WFP Zimbabwe Brief | Reporting period: 01 April – 30 June 2015


Summary of WFP assistance:

WFP is helping communities recover from cumulative shocks of previous crises (several years of poor rainy seasons and meagre harvests). Although agricultural production levels for 2014 were relatively fruitful, El Niño weather patterns have negatively affected Zimbabwe in 2015. Food insecurity is high, especially in a stressed year like this one, following erratic rains and drought. Based on results from the 2015 Second Round Crop and Livestock Assessment, there is a 650,000 mt cereal deficit to meet Zimbabwe’s food needs following the 2014/15 harvest season. Maize production has declined by almost 50 percent compared to last year. The Zimbabwe Vulnerability Assessment Committee (ZimVAC) 2015 Rural livelihoods Assessment— which is led by the Government with support from WFP and various partners— indicates that 1.5 million people (16 percent of the rural population) will have insufficient means to meet their minimum food needs during the peak of the lean season (January to March 2016).

This is 163 percent more food insecure people than last year. The country continues to face economic stress with implications on food security, especially for vulnerable groups in rural areas. Due to deflation, household incomes remained low and liquidity challenges affect aggregate demand for goods and services— especially for poor households.

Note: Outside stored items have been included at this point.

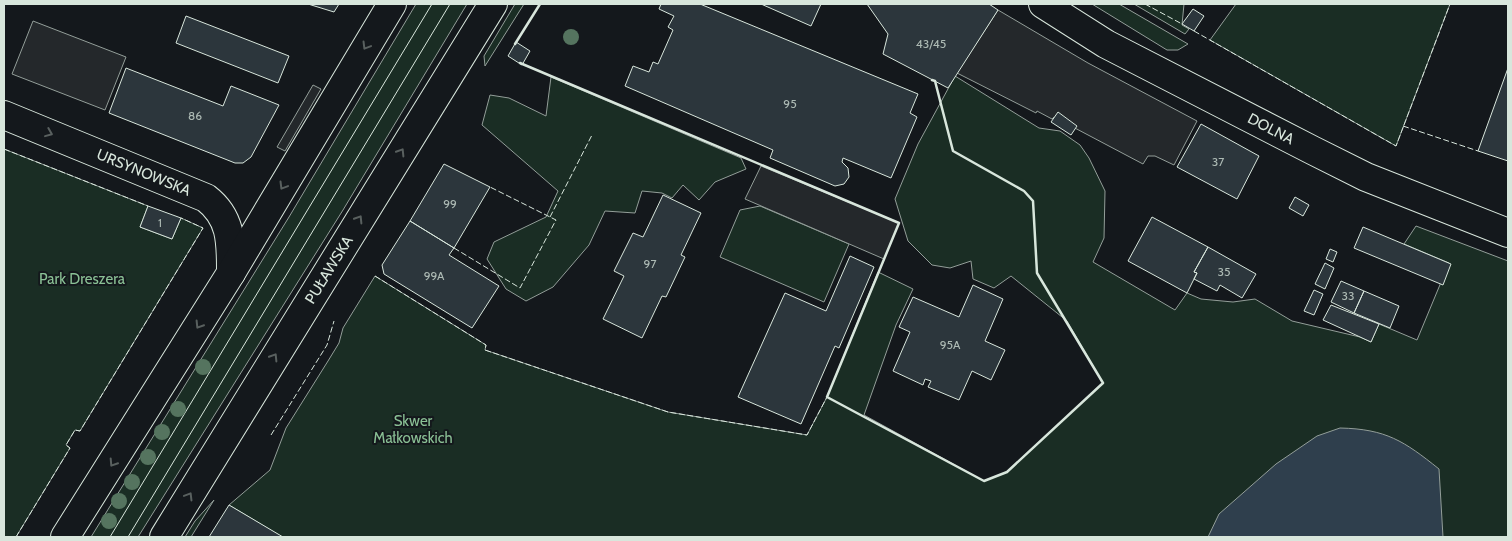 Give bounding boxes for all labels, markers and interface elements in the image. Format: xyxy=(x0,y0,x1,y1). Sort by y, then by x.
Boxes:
house number: 43/45 xyxy=(916,36,946,51)
one-way arrow xyxy=(363,41,373,50)
house number: 95 xyxy=(783,96,797,111)
house number: 86 xyxy=(188,108,202,123)
street label: DOLNA xyxy=(1245,109,1298,149)
one-way arrow xyxy=(44,127,53,138)
street label: URSYNOWSKA xyxy=(94,145,194,200)
one-way arrow xyxy=(395,149,404,158)
house number: 37 xyxy=(1212,154,1224,169)
one-way arrow xyxy=(279,180,289,189)
house number: 99 xyxy=(443,196,457,211)
house number: 1 xyxy=(158,215,162,230)
one-way arrow xyxy=(353,215,363,224)
street label: PUŁAWSKA xyxy=(301,232,357,307)
house number: 97 xyxy=(644,256,656,271)
house number: 35 xyxy=(1218,264,1230,279)
house number: 99A xyxy=(424,268,445,283)
park label: Park Dreszera xyxy=(39,270,126,288)
house number: 33 xyxy=(1342,288,1354,303)
one-way arrow xyxy=(195,320,205,329)
house number: 95A xyxy=(940,337,961,352)
one-way arrow xyxy=(267,353,277,362)
park label: Skwer Małkowskich xyxy=(373,412,453,447)
one-way arrow xyxy=(110,457,119,467)
one-way arrow xyxy=(183,492,192,501) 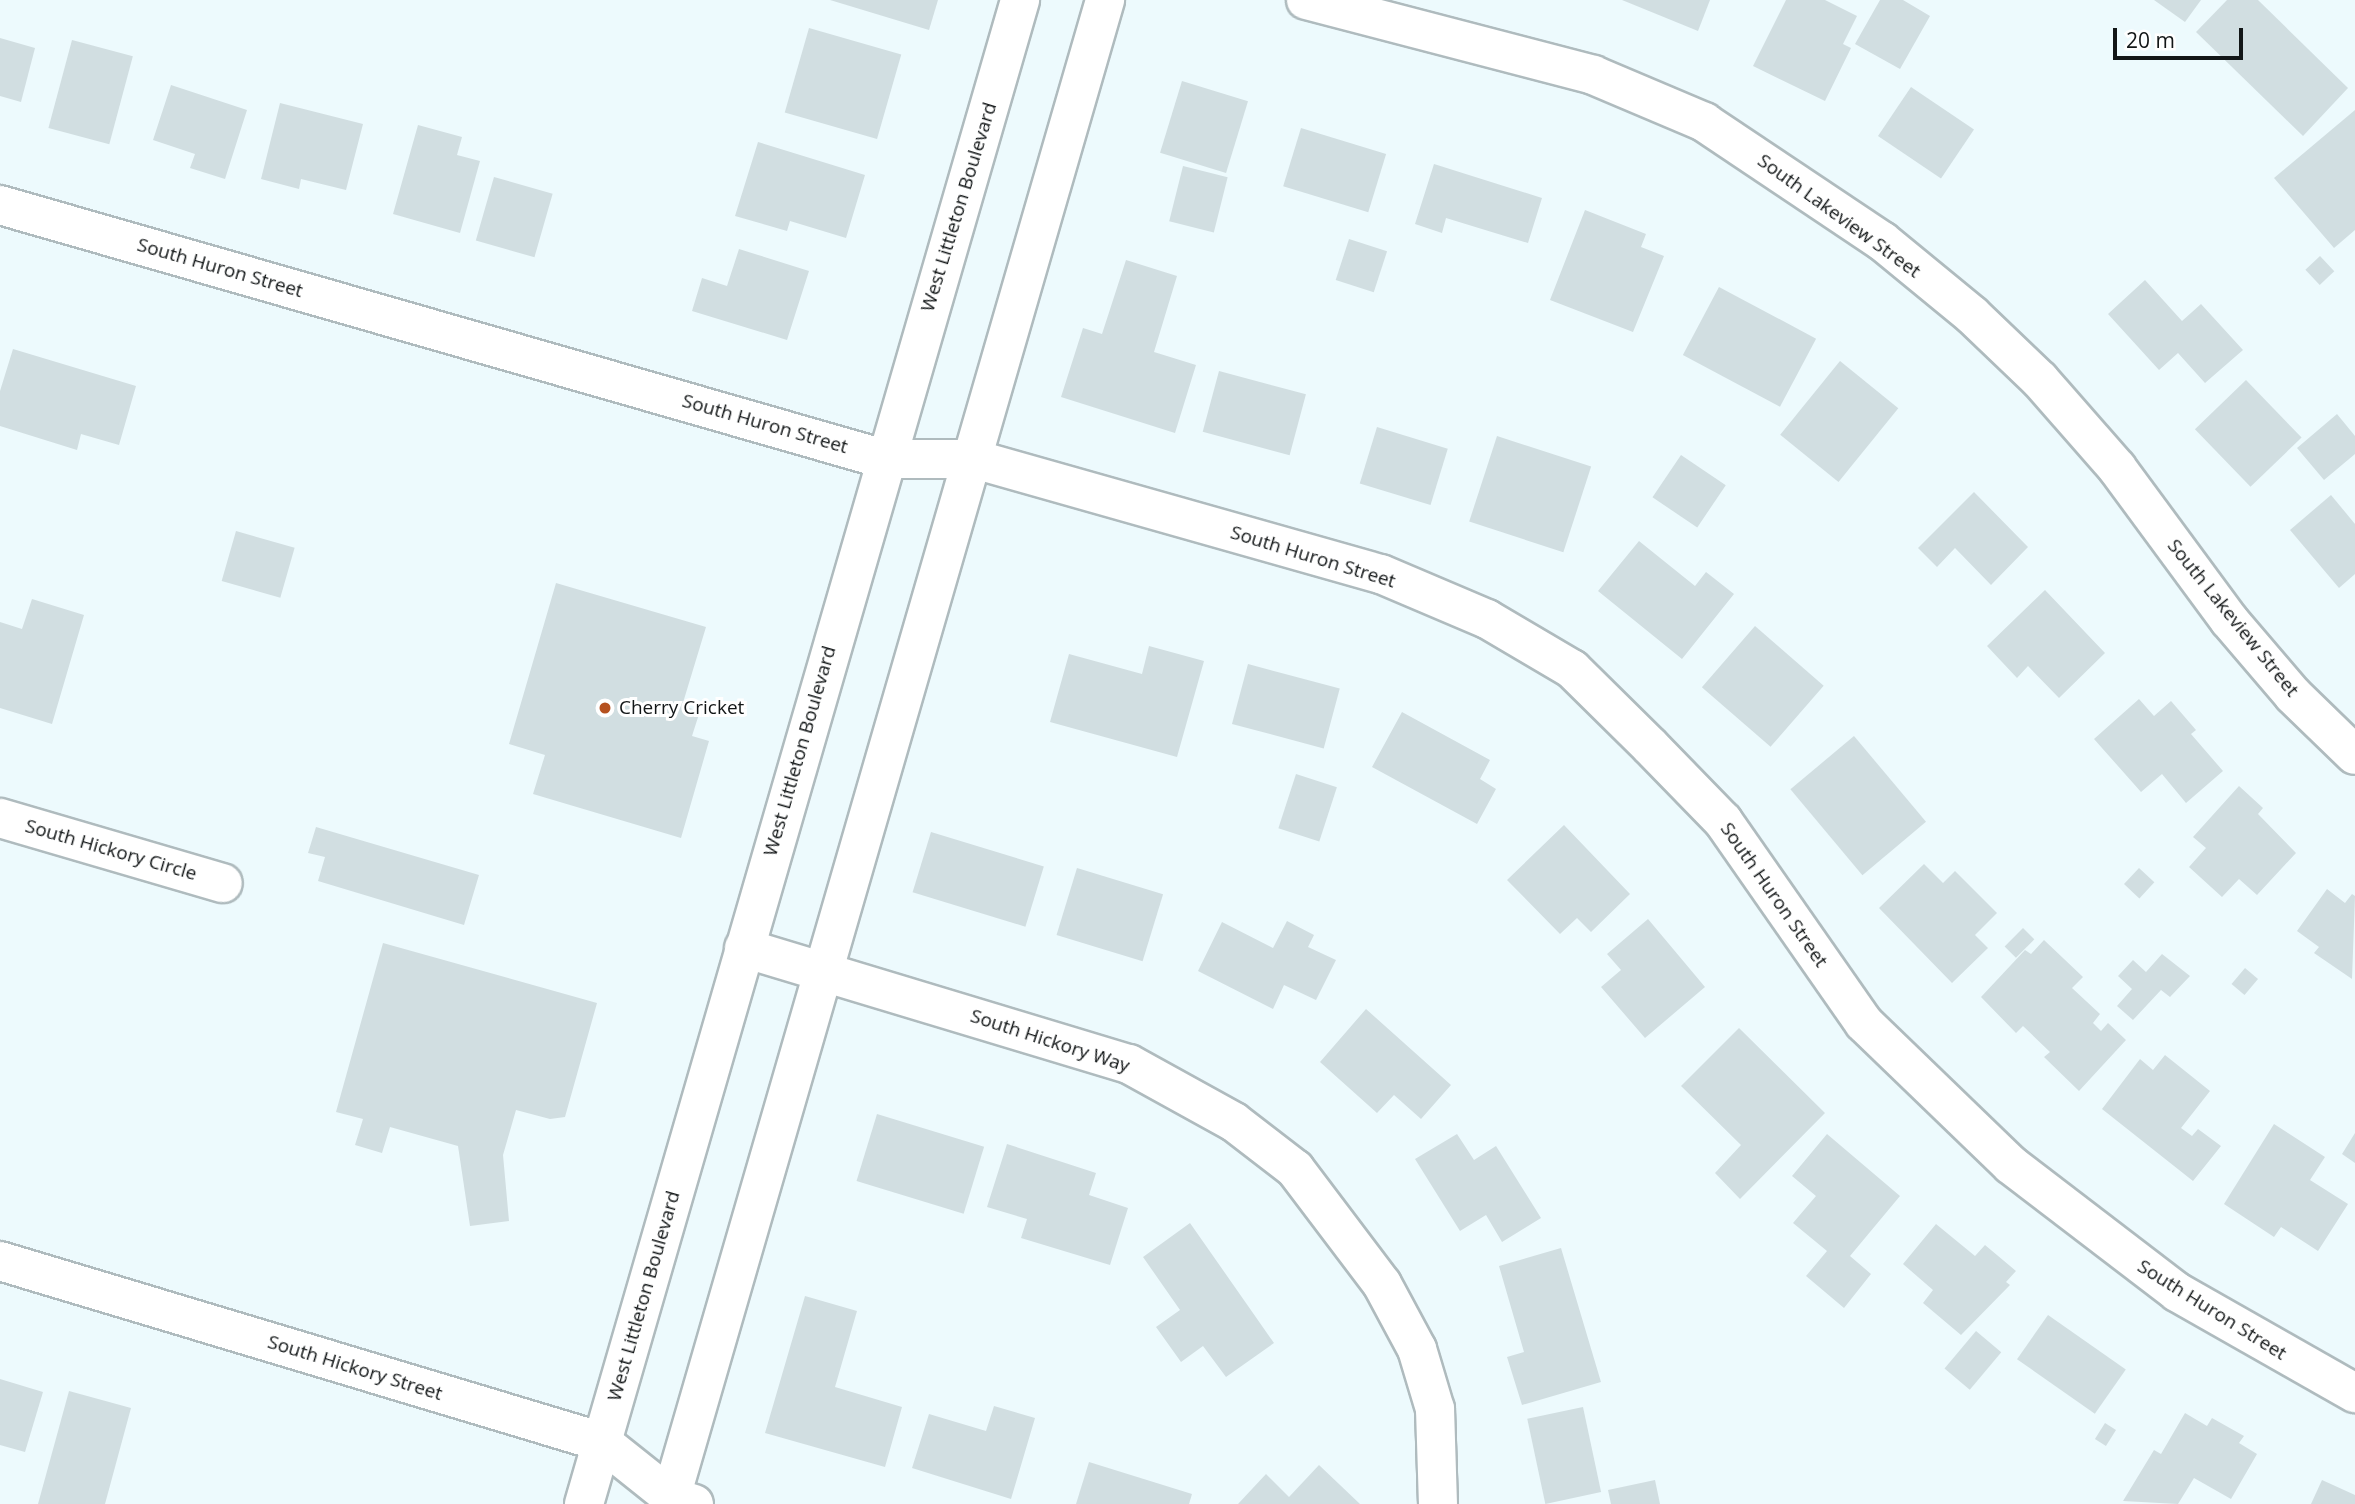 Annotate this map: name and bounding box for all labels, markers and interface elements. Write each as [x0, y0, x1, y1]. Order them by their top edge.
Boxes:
scale bar [2117, 14, 2246, 58]
text: 20 m [2126, 26, 2175, 54]
street label: West Littleton Boulevard [916, 100, 1002, 314]
street label: South Lakeview Street [1753, 149, 1925, 283]
street label: South Huron Street [134, 233, 306, 303]
street label: South Huron Street [679, 389, 851, 459]
street label: South Huron Street [1228, 521, 1398, 593]
street label: South Lakeview Street [2163, 535, 2303, 701]
street label: West Littleton Boulevard [759, 643, 841, 859]
place label: Cherry Cricket [619, 697, 744, 719]
marker: Cherry Cricket [597, 700, 613, 716]
street label: South Hickory Circle [23, 815, 199, 885]
street label: South Huron Street [1716, 818, 1832, 972]
street label: South Hickory Way [968, 1005, 1132, 1077]
street label: West Littleton Boulevard [603, 1188, 685, 1404]
street label: South Huron Street [2133, 1255, 2291, 1365]
street label: South Hickory Street [265, 1331, 445, 1405] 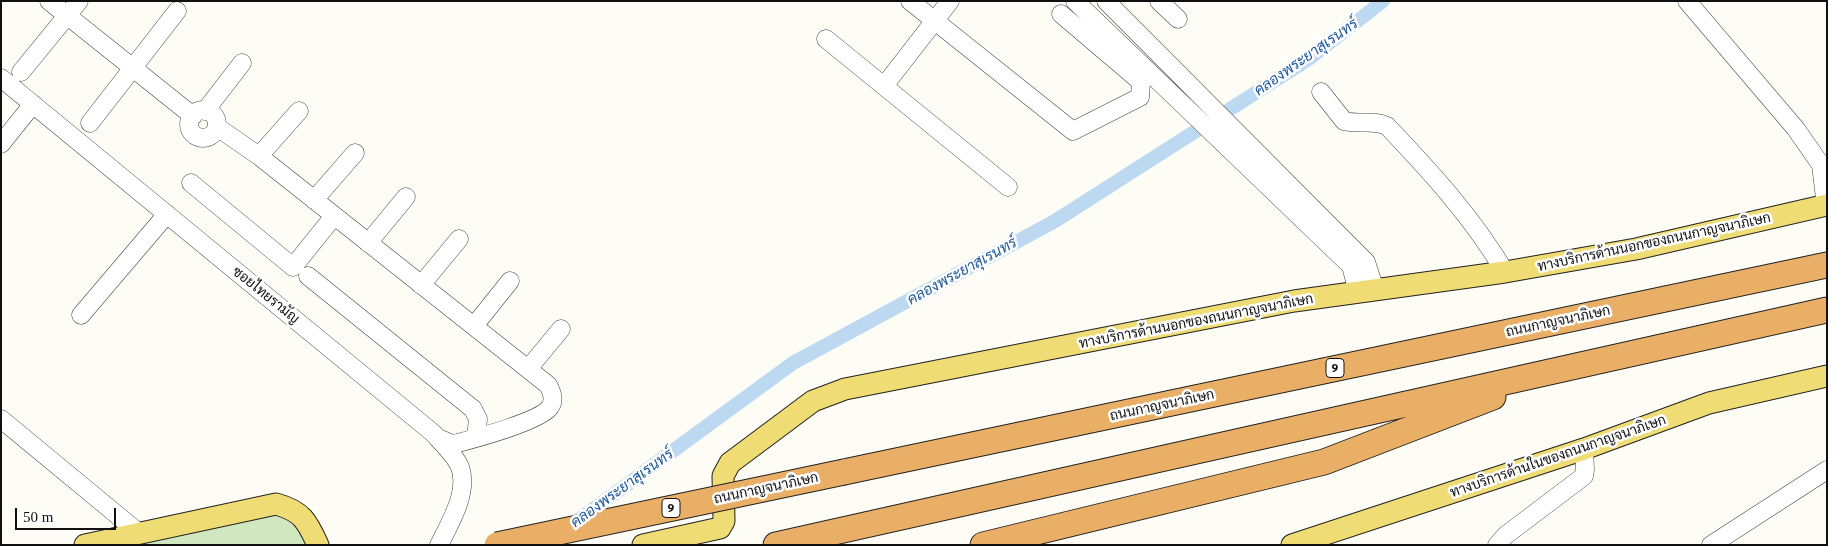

WFP is currently implementing a Protracted Relief and Recovery Operation to promote transition from emergency assistance to recovery and resilience, while maintaining a strong capacity for disaster response when required. The three main activities are:

  • Food assistance/cash for assets (FFA/CFA): In line with WFP’s new strategic direction to shift towards developing communities’ long term resilience to shocks, this project provides food or cash in exchange for labour to build/rehabilitate assets. Projects include creating infrastructure that help communities generate revenue and/or adapt to climate change, such as small irrigation systems, nutrition gardens, dip tanks, weir dams and soil conservation schemes. FFA empowers vulnerable communities to move away from dependency on food assistance, promote self-reliance, reduce disaster risk and support climate change adaption.

  • Disaster response and risk reduction: WFP is providing conditional lean season assistance through cash and food distributions to chronically food insecure and other vulnerable households at the height of the lean season (between October/November and March). Additionally, WFP helps develop the government’s capacity to mitigate disasters and manage/respond appropriately to risks. For example, WFP is working with the government to implement a Seasonal Livelihoods Programme, which is a consultative process that brings together communities, government, and partners to design integrated multi-year, multi-sectoral operational plans using seasonal and gender lenses.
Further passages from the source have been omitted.